Mexico's peso, one of the most freely traded emerging market currencies, has whipsawed in tandem with US stocks over worries whether US lawmakers will be able to stave off impending tax hikes and spending cuts that could hobble the economy.
The Mexican peso firmed 0.29 percent to 13.0175 per dollar, its fourth session of gains.
The peso has rallied 2 percent back from a 10-week low last week, on hopes the US would avoid the "fiscal cliff," a combination of spending cuts and tax rises due to be implemented under existing law in early 2013 that may cut the federal budget deficit but also tip the economy back into recession.
Following US President Barack Obama's re-election, the peso slumped and its technical outlook deteriorated sharply, suggesting deeper losses ahead.
But the currency's rally during the past four sessions drove the cost of dollars in pesos below its 200-day and 100 day moving averages.
After its recent rally, Nomura strategist Benito Berber reckons the peso is currently pricing in about a 10 percent to 15 percent chance of failure by US lawmakers, down from about a 20 to 25 percent chance last week.
"There is at least a more amicable tone in the talks, but this is very short term," Berber said, adding the peso could slump back toward 13.50 per dollar if the market starts to bet on failure in Washington.
As the peso weakened, total bets on the Chicago exchange for a stronger peso fell to $3.7 billion last week from a record high of $5.5 billion in late September.
That still leaves a lot of investors betting on a strong peso, investors who could face stop loss levels above the peso's low last week of 13.29 per dollar.
The Brazilian real traded nearly flat at 2.0805 per dollar, just off its weakest levels since May 2009 that it hit on Friday.
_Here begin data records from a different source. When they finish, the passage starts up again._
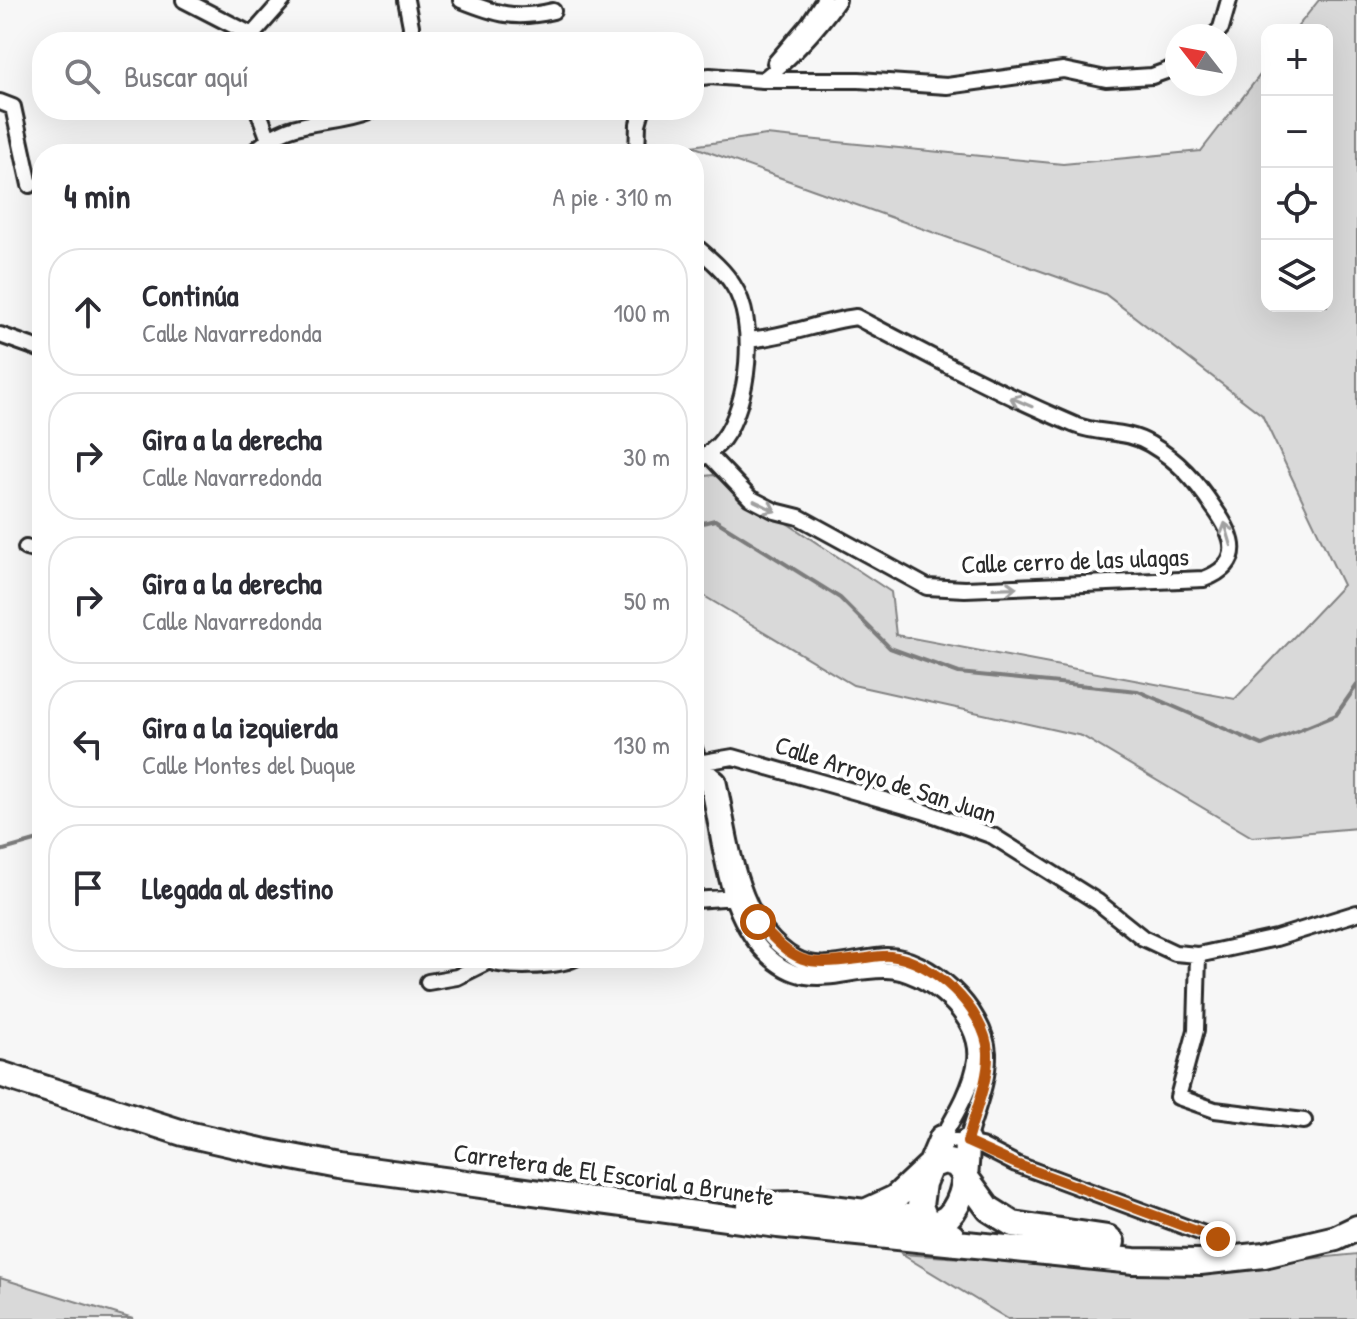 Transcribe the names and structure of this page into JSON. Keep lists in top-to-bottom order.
{
  "streets": {
    "highway": ["Carretera de El Escorial a Brunete"],
    "street": ["Calle cerro de las ulagas", "Calle Arroyo de San Juan"]
  },
  "north": "top left",
  "page": {
    "map_buttons": ["+", "−"],
    "search": "Buscar aquí",
    "heading": ["4 min", "A pie · 310 m"],
    "list": [
      ["Continúa", "Calle Navarredonda", "100 m"],
      ["Gira a la derecha", "Calle Navarredonda", "30 m"],
      ["Gira a la derecha", "Calle Navarredonda", "50 m"],
      ["Gira a la izquierda", "Calle Montes del Duque", "130 m"],
      "Llegada al destino"
    ]
  }
}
Currency trading was low with the local stock market closed for a holiday.
After trading in a narrow range since July, the real last week saw its steepest weekly slump since early June. The currency's tumble could push Brazil's central bank to intervene soon in the foreign exchange market, analysts said.
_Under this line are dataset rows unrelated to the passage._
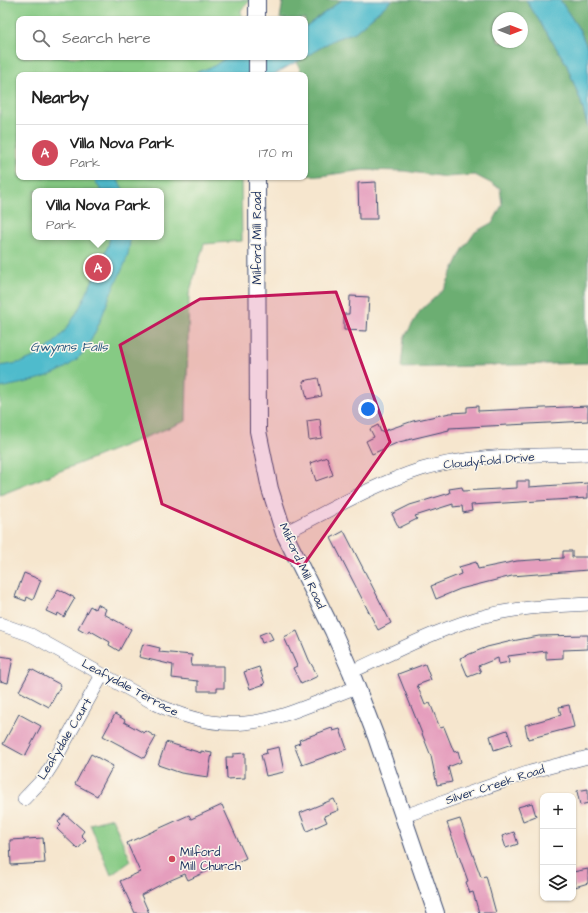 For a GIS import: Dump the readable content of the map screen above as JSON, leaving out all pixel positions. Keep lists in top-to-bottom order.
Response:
{
  "streets": {
    "main road": ["Milford Mill Road"],
    "street": [
      "Cloudyfold Drive",
      "Leafydale Terrace",
      "Leafydale Court",
      "Silver Creek Road"
    ]
  },
  "crossings": [
    ["Milford Mill Road", "Cloudyfold Drive"],
    ["Milford Mill Road", "Leafydale Terrace"],
    ["Milford Mill Road", "Silver Creek Road"],
    ["Leafydale Terrace", "Leafydale Court"]
  ],
  "water": ["Gwynns Falls"],
  "places": ["Milford Mill Church"],
  "north": "right",
  "page": {
    "search": "Search here",
    "heading": "Nearby",
    "list": [
      {
        "mark": "A",
        "name": "Villa Nova Park",
        "note": "Park",
        "value": "170 m"
      }
    ],
    "popup": ["Villa Nova Park", "Park"],
    "pins": "A",
    "map_buttons": ["+", "−"]
  }
}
The Chilean peso firmed 0.4 percent, following a 1 percent surge on Monday, after strong economic data in the third quarter stoked bets that the central bank could raise interest rates. Higher interest rates attract yield-hungry investors.
Chile's economy kept expanding at a fast clip in the third quarter versus the year-earlier period, fueled by a jump in domestic demand, central bank data showed on Monday.